Directions =
For each line in the data below that holds "button", return a copy.

Recorded information =
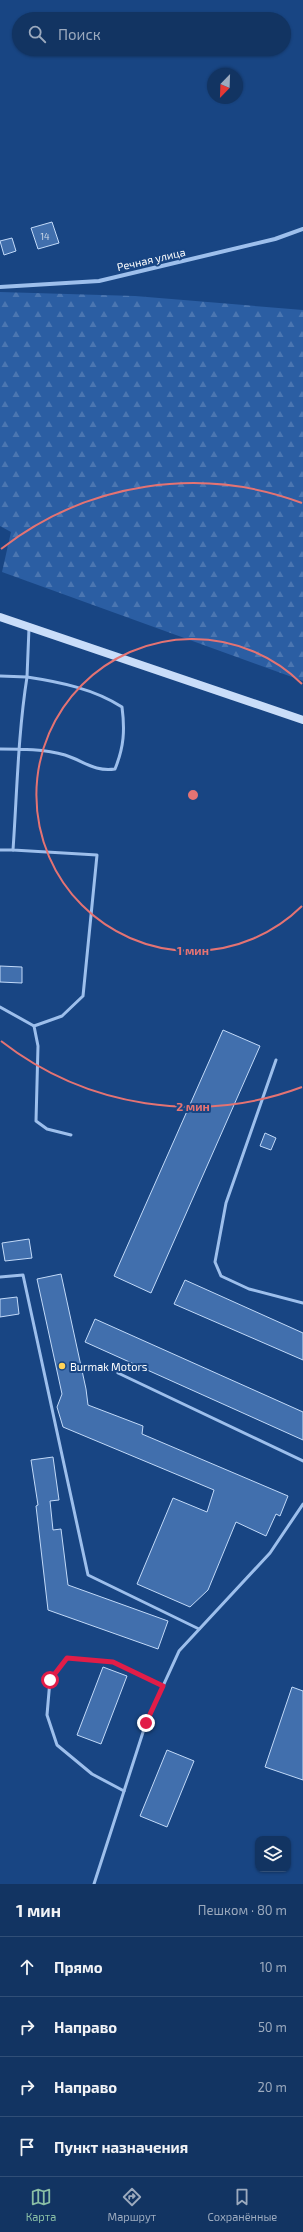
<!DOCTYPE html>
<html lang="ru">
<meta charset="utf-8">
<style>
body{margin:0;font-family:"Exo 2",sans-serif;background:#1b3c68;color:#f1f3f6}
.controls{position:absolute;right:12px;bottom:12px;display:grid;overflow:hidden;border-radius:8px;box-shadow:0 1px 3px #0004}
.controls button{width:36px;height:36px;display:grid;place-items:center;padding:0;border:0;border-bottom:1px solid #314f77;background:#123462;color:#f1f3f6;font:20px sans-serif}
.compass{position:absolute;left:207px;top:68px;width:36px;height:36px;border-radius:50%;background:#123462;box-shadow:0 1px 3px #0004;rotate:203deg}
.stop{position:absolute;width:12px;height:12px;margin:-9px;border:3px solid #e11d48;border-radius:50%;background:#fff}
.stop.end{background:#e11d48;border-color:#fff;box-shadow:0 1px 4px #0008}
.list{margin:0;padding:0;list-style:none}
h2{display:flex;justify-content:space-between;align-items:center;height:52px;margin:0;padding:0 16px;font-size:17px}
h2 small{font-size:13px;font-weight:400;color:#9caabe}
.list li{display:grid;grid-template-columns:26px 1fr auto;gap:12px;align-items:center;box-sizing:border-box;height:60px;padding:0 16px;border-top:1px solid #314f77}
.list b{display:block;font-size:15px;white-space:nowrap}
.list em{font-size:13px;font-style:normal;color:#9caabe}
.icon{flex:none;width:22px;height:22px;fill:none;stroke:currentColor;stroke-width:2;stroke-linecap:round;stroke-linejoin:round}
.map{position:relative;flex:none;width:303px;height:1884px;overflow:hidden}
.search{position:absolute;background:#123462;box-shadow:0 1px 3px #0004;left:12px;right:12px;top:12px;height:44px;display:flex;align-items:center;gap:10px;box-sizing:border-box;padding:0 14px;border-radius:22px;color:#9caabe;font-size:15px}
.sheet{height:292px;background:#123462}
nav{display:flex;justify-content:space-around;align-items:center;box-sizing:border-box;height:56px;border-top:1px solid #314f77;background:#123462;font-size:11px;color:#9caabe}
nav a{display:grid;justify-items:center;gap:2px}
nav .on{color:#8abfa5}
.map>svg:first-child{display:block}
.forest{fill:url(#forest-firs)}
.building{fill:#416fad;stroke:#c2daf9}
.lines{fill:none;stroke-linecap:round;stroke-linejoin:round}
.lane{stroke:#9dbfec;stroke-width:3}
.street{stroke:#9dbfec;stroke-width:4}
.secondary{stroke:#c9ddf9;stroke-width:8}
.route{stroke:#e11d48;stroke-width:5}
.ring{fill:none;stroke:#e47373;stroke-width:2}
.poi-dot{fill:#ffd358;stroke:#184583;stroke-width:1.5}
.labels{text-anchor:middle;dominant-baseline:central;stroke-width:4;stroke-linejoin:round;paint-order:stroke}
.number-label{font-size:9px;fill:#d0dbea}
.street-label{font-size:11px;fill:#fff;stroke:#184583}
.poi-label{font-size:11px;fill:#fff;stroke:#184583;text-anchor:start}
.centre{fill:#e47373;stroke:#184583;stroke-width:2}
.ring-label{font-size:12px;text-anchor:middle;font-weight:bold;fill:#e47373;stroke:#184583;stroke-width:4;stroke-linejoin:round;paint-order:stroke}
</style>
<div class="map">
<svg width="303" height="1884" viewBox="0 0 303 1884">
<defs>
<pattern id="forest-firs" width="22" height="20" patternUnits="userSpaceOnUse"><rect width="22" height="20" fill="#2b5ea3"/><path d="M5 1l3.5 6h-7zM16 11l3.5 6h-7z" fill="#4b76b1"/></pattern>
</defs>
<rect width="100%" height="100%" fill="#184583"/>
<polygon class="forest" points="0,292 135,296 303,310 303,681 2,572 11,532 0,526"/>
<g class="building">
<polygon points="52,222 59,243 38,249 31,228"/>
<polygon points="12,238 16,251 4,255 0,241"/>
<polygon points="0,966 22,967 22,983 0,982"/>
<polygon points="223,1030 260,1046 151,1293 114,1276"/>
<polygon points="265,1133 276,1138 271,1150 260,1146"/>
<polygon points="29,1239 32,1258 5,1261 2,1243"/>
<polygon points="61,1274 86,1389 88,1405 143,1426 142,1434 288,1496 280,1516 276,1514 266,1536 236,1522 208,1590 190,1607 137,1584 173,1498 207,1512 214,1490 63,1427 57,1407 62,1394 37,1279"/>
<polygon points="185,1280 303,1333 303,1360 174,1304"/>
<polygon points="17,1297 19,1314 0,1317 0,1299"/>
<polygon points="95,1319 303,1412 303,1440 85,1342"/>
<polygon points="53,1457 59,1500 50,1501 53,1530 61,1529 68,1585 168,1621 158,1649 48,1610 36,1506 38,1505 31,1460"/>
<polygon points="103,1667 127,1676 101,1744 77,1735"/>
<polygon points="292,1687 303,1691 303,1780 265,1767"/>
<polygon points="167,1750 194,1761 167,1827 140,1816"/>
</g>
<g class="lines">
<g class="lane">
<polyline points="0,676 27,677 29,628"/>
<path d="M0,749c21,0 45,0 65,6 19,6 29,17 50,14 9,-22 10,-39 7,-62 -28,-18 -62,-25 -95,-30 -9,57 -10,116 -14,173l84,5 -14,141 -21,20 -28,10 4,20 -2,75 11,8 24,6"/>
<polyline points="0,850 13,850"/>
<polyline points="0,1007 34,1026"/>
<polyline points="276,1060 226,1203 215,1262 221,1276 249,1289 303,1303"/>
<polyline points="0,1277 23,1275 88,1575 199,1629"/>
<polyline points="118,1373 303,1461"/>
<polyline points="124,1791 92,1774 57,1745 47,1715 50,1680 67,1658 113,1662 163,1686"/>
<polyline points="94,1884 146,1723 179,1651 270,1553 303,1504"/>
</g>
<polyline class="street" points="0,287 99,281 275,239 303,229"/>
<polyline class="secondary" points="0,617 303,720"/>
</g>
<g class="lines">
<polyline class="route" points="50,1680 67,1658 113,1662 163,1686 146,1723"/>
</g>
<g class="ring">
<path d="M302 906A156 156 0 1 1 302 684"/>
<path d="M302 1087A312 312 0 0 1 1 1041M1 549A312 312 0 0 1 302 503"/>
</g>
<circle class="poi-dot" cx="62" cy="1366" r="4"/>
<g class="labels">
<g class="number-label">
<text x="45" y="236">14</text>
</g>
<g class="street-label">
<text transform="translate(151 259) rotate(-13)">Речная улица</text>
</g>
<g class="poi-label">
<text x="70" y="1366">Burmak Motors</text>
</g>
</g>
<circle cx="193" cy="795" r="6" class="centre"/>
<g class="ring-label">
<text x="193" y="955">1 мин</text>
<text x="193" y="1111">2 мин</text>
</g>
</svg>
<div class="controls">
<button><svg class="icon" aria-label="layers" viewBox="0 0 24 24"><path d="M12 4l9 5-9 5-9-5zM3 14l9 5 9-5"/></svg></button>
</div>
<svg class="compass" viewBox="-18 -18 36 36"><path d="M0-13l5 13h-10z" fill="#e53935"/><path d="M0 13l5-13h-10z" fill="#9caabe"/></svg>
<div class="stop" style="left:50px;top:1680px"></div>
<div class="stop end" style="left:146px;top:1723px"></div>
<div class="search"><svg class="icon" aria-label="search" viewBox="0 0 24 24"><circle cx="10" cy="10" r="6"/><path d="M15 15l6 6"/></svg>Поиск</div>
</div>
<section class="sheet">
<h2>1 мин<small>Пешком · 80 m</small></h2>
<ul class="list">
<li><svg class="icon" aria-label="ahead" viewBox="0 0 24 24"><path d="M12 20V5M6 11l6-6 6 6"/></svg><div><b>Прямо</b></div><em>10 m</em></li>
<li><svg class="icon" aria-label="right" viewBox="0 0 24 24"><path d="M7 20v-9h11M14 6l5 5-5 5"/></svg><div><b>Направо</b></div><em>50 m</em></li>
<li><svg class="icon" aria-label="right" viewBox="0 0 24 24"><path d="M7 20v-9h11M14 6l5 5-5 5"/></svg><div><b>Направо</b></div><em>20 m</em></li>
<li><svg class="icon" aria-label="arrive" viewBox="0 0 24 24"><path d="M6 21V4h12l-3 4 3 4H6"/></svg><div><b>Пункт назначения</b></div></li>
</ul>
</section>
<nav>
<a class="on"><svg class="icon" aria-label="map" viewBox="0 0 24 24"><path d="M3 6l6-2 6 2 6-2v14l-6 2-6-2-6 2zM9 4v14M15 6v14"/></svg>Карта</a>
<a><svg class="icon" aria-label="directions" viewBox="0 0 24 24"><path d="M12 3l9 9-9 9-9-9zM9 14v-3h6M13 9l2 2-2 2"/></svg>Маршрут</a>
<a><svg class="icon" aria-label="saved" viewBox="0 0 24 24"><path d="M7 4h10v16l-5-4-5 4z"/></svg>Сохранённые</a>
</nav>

Exercise answer =
.controls button{width:36px;height:36px;display:grid;place-items:center;padding:0;border:0;border-bottom:1px solid #314f77;background:#123462;color:#f1f3f6;font:20px sans-serif}
<button><svg class="icon" aria-label="layers" viewBox="0 0 24 24"><path d="M12 4l9 5-9 5-9-5zM3 14l9 5 9-5"/></svg></button>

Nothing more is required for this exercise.